Актрисы, для того чтобы завоевать себе положение, старались снискать расположение кого-нибудь из знатных вельмож, и придворные театры были по существу гаремами аристократии.
В юридическом отношении даже лучшие, избранные актеры были лишены целого ряда гражданских прав. Стоит вспомнить, что попы отказались в 1673 году хоронить по католическому обряду знаменитого Мольера, а полвека спустя Вольтер яростно нападал на церковников за точно такое же отношение к скончавшейся знаменитой трагической актрисе Адриенне Лекуврер.
Французский театр во многом сохранил характер кастового придворного театра даже тогда, когда он в 1782 году переменил свое местопребывание и из дворца Тюильри переселился в квартал Сен-Жермен. Постепенно партер приобрел новых зрителей. По словам одного современника, раньше он наполнялся “почтенной буржуазией” и литераторами, вообще людьми, имеющими отношение к научным и литературным занятиям. Мерсье указывает, что студенты играли в партере, большую роль и оказывали сильное влияние на художественное и умственное развитие актеров. В годы, непосредственно предшествующие революции, партер наполняется совершенно другой публикой — рабочими, ремесленниками и вообще “простонародьем”. Богатая буржуазия, соперничая с аристократией, перешла в ложи. Эта новая публика очень горячо и экспансивно принимала театральные представления. “Всего удивительнее то, что угольщики и рыночные торговки, — пишет Мерсье, — рукоплещут именно там, где нужно, в красивых и даже тонких местах. Видимо, они чувствуют их совершенно так же, как самое избранное общество. Факт этот оспаривали многие, но я говорю это на основании опыта: высокохудожественные места никогда не проходят без аплодисментов”.
Французский театр и другие привилегированные сцены Парижа охотно принимали демократическую публику в свои театральные залы, но театры не были склонны идти навстречу ее требованием. Поэтому-то внимание мелких буржуа, ремесленников, рабочих отвлекалось от аристократического театра, который считал себя хранителем высоких традиций “чистого искусства” и оберегал свою сцену от пьес буржуазного репертуара. Публика демократического партера, жившая бурными переживаниями нараставших революционных ситуаций, сильно охладела к театру, не отвечавшему жгучим вопросам современности.

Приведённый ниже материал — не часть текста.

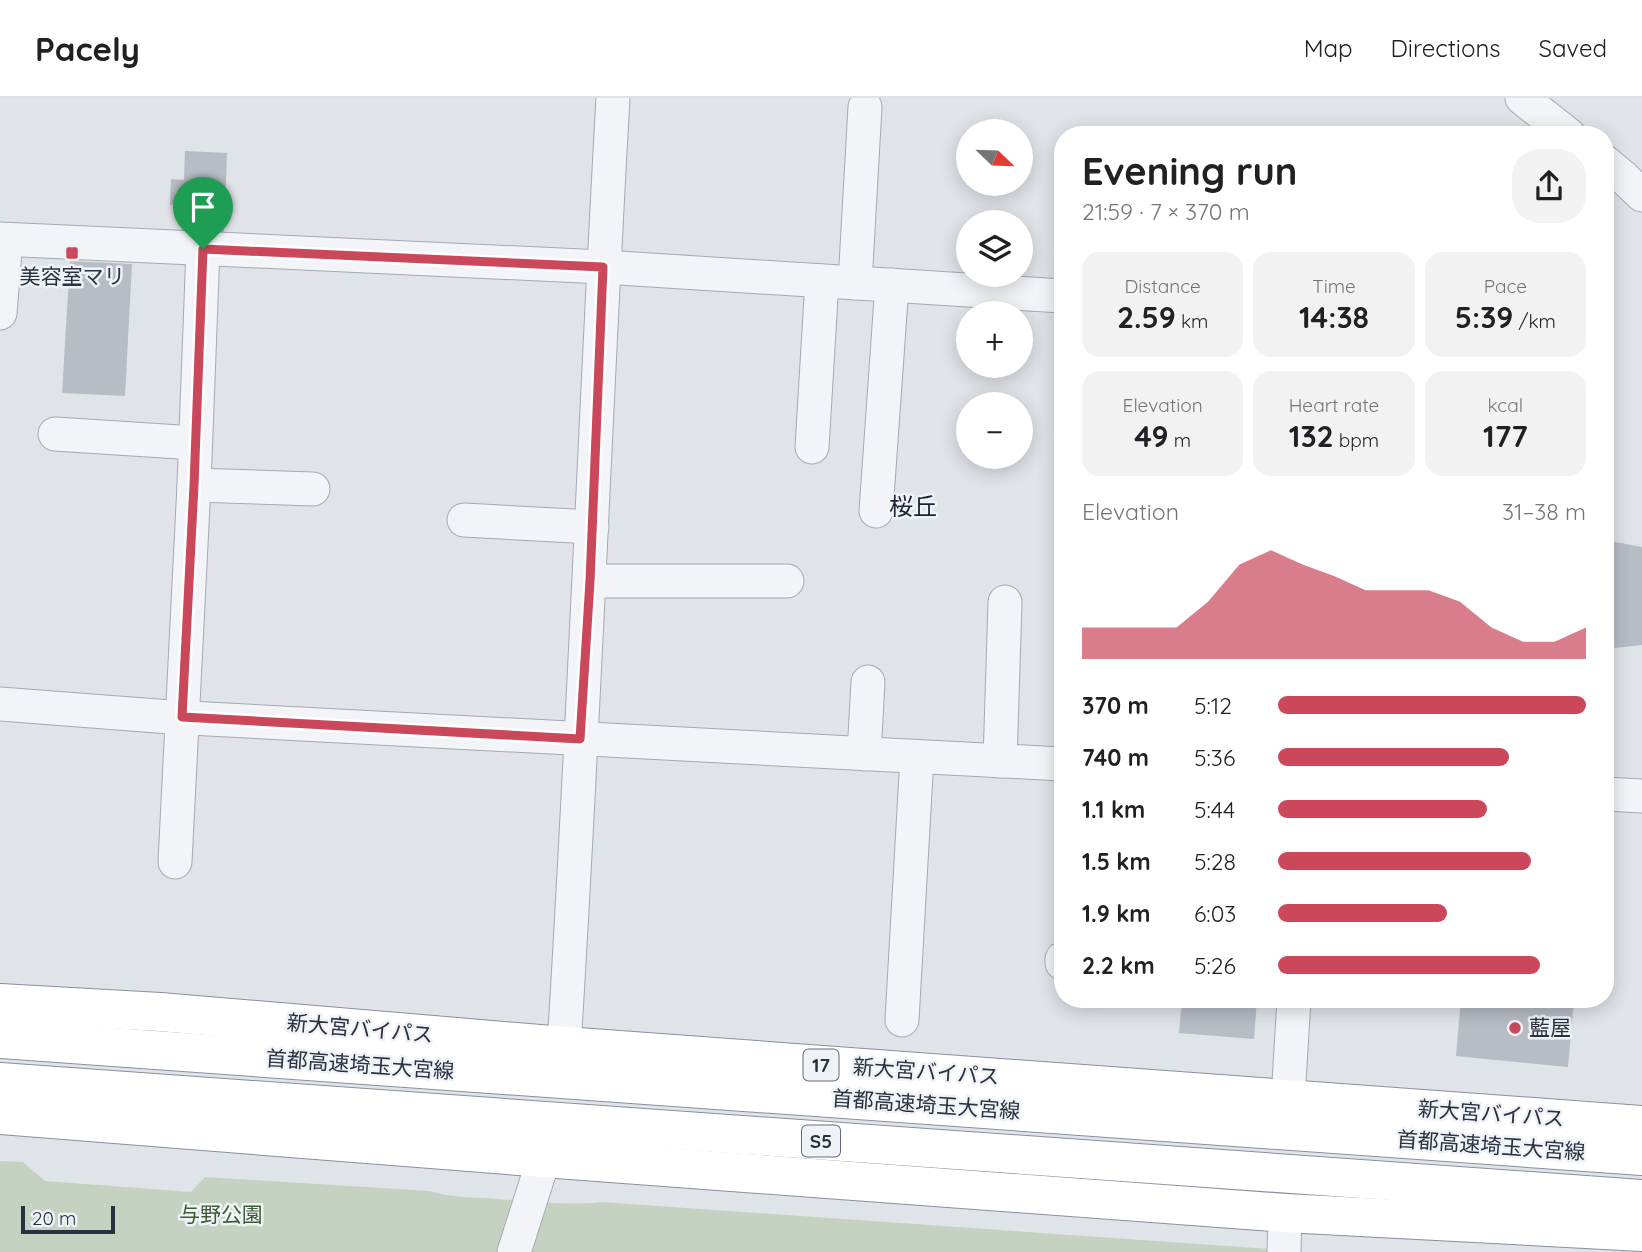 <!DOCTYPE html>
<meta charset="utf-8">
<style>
:root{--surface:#fff;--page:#f2f2f2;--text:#202124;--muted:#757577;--line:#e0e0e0;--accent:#cb475a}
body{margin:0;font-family:Quicksand,"Noto Sans JP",sans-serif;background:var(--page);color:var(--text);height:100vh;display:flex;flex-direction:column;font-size:26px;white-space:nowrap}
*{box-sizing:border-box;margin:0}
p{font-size:23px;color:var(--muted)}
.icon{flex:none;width:38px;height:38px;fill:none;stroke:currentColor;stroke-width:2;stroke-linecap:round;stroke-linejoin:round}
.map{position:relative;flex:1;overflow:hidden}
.panel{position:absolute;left:1054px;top:28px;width:560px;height:882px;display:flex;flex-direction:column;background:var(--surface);border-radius:28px;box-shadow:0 4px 18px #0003}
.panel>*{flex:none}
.needle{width:46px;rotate:113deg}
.tools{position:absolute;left:956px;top:21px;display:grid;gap:14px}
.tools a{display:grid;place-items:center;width:77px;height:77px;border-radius:50%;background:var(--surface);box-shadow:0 4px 18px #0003;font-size:35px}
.scale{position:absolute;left:21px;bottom:18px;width:94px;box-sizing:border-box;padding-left:7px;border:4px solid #29313f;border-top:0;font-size:19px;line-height:24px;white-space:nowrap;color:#29313f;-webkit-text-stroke:5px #eff2f6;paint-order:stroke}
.pin{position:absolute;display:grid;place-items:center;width:60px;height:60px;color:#fff;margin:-72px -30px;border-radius:50% 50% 50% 0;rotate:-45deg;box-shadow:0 0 7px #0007}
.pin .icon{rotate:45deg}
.round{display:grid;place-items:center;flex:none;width:74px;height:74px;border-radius:28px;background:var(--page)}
.head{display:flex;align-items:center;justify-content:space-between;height:119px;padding:0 28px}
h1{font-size:38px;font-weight:800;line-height:52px}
.metrics{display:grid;grid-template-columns:repeat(3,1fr);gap:10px;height:119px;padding:7px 28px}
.metrics div{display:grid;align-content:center;border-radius:18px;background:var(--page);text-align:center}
.metrics b{font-size:30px;font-weight:800}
.metrics small{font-size:19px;font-weight:400}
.metrics p{font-size:19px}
.chart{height:196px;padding:14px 28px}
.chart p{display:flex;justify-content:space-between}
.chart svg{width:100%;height:126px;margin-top:7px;fill:var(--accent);opacity:.7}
ul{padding:0 28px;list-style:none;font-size:23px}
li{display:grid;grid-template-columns:112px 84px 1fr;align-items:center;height:52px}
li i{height:18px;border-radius:9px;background:var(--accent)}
header{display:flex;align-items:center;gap:42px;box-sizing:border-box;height:98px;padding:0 35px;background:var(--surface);border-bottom:2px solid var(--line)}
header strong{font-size:33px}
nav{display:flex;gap:38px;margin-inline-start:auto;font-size:24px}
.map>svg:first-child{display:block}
</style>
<header>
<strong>Pacely</strong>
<nav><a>Map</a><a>Directions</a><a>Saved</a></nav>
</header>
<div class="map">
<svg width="1642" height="1154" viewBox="0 0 1642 1154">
<rect width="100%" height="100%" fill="#e0e3e8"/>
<path fill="#c5d2c1" d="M0,1063L23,1064L45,1083L191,1094L205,1079L430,1093C451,1100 474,1099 496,1101C531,1103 566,1108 601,1104L1270,1151V1154H0Z"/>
<g fill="#b7bcc5">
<polygon points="185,53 227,55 224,134 182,133 183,108 170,107 171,81 184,82"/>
<polygon points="70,163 132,166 125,298 62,295"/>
<polygon points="1605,442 1642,449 1642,547 1605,551"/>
<polygon points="1182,901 1257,901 1254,941 1179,935"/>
<polygon points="1461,901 1574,901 1568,969 1456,958"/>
</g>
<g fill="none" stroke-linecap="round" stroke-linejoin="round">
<defs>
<g id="minor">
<polyline points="1522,0 1569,37"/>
<polyline points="1605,64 1623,79 1642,97"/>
<polyline points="0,141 603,169 1062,198"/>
<polyline points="855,185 865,9"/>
<polyline points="0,215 6,142"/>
<polyline points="55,336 195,345"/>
<polyline points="812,349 822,183"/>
<polyline points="194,387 313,391"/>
<polyline points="876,413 892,187"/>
<polyline points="464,422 592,429"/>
<polyline points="590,483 787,483"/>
<polyline points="0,606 170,619 1062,666"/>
<polyline points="864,656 868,584"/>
<polyline points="1000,663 1005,504"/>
<polyline points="1605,696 1642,698"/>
<polyline points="175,764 194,387 203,151"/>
<polyline points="1062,865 1062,861"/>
<polyline points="902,922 917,659"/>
<path d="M564,948C584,632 595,316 613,0"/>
<polyline points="1288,1001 1294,901"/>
<polyline points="514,1154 544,1060"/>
<polyline points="1284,1154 1285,1115"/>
</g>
<g id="highway">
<polyline points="0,905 160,914 564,948 1642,1027"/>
<polyline points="0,941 1642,1058"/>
<polyline points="0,984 1642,1101"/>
<polyline points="0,1017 544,1060 1285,1115 1642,1134"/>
</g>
</defs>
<use href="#minor" stroke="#a5aab2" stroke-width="35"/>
<use href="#highway" stroke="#87909f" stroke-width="40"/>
<use href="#minor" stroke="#f2f4f7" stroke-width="33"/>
<use href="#highway" stroke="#fff" stroke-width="38"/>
</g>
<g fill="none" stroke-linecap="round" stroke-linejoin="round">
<defs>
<polygon id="route" points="203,151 603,169 590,483 580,641 182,619 194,387"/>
</defs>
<use href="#route" stroke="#fff" stroke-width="14"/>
<use href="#route" stroke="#cb475a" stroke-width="9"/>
</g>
<g fill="#cb475a" stroke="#eff2f6" stroke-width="2.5">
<rect x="65" y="148" width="14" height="14" rx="3.5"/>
<circle cx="1515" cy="930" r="7"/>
</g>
<g text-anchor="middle" stroke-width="5" stroke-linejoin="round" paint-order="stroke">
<g fill="#eff2f6" stroke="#646b76" stroke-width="2">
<rect x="803.5" y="951.5" width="35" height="31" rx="5"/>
<rect x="802" y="1027.5" width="38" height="31" rx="5"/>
</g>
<g font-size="19" font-weight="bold" fill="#29313f">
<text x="821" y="974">17</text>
<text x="821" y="1050">S5</text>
</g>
<g font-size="21" fill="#29313f" stroke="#eff2f6">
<text x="72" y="186">美容室マリ</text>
<text x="1529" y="937" text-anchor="start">藍屋</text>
</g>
<g font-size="21" fill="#29313f" stroke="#eff2f6">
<text transform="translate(360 931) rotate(5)" y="7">新大宮バイパス</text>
<text transform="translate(360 967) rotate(4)" y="7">首都高速埼玉大宮線</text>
<text transform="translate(926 974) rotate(4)" y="7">新大宮バイパス</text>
<text transform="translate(926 1007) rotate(4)" y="7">首都高速埼玉大宮線</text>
<text transform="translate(1491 1016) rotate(4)" y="7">新大宮バイパス</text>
<text transform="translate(1491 1048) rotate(4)" y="7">首都高速埼玉大宮線</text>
</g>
<g font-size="21" fill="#3d5b36" stroke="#eff2f6">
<text x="221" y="1124">与野公園</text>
</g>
<g font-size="24" fill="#1b2230" stroke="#eff2f6">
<text x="913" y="417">桜丘</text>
</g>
</g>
</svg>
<div class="tools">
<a><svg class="needle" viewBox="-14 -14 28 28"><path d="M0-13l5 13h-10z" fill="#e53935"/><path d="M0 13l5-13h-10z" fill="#757577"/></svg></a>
<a><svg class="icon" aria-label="layers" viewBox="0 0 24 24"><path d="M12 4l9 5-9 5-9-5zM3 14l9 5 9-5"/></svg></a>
<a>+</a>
<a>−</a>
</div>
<div class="scale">20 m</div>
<div class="pin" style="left:203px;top:151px;background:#1e9e55"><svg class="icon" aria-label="arrive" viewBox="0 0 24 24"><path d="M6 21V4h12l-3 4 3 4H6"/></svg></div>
<section class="panel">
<div class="head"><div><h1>Evening run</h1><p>21:59 · 7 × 370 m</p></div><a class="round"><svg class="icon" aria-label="share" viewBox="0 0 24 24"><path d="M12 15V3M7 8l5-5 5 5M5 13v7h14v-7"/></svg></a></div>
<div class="metrics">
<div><p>Distance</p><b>2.59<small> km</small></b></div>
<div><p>Time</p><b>14:38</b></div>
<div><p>Pace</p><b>5:39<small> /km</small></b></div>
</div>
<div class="metrics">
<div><p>Elevation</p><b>49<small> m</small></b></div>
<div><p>Heart rate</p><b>132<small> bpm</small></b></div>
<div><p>kcal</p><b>177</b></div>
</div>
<div class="chart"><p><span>Elevation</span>31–38 m</p>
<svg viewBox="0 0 160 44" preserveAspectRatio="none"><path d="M0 44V33L10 33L20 33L30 33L40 24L50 11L60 6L70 11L80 15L90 20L100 20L110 20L120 24L130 33L140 38L150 38L160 33V44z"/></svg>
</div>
<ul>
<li><b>370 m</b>5:12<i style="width:100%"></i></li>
<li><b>740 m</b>5:36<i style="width:75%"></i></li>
<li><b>1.1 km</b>5:44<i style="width:68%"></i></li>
<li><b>1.5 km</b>5:28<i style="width:82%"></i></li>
<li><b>1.9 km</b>6:03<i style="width:55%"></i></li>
<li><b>2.2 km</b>5:26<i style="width:85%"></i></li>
</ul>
</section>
</div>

К услугам этой публики имелся ряд театров и балаганов на бульваре Тампль. Здесь шли пантомимы, балетные интермедии, спектакли акробатов, жонглеров и фокусников.
Парижские бульварные театры были лишены тех привилегий, которыми обладали труппы придворных театров: Французского театра, Королевской академии музыки, Итальянской комедии и других. Репертуар бульварных театров был стеснен старыми законами о монополиях. Так, например, все непривилегированные театры должны были представлять свои пьесы на предварительную цензуру чиновников придворных театров. Эти чиновники умышленно уродовали пьесу, тщательно изгоняя все, что способствовало росту самосознания мелкобуржуазной массы. В результате на малой сцене шли лишь скабрезные фарсы и бессмысленные арлекинады. Себастьян Мерсье отмечает в своей книге “Картина Парижа”: “Залы бульварных комедиантов почти всегда переполнены публикой... Отчего пьесы этих театров большей частью так плоски, пошлы, непристойны? Оттого, что существует кучка актеров, которая осмеливается утверждать, что только одни они могут представлять разумные пьесы; оттого, что эти смешные притязания находят поддержку; оттого, что благодаря такой невероятной и позорной привилегии народ вынужден слушать только воплощенную разнузданность и глупость. Вот к чему привел надзор за театральными представлениями у народа, славящегося своими драматургическими шедеврами”.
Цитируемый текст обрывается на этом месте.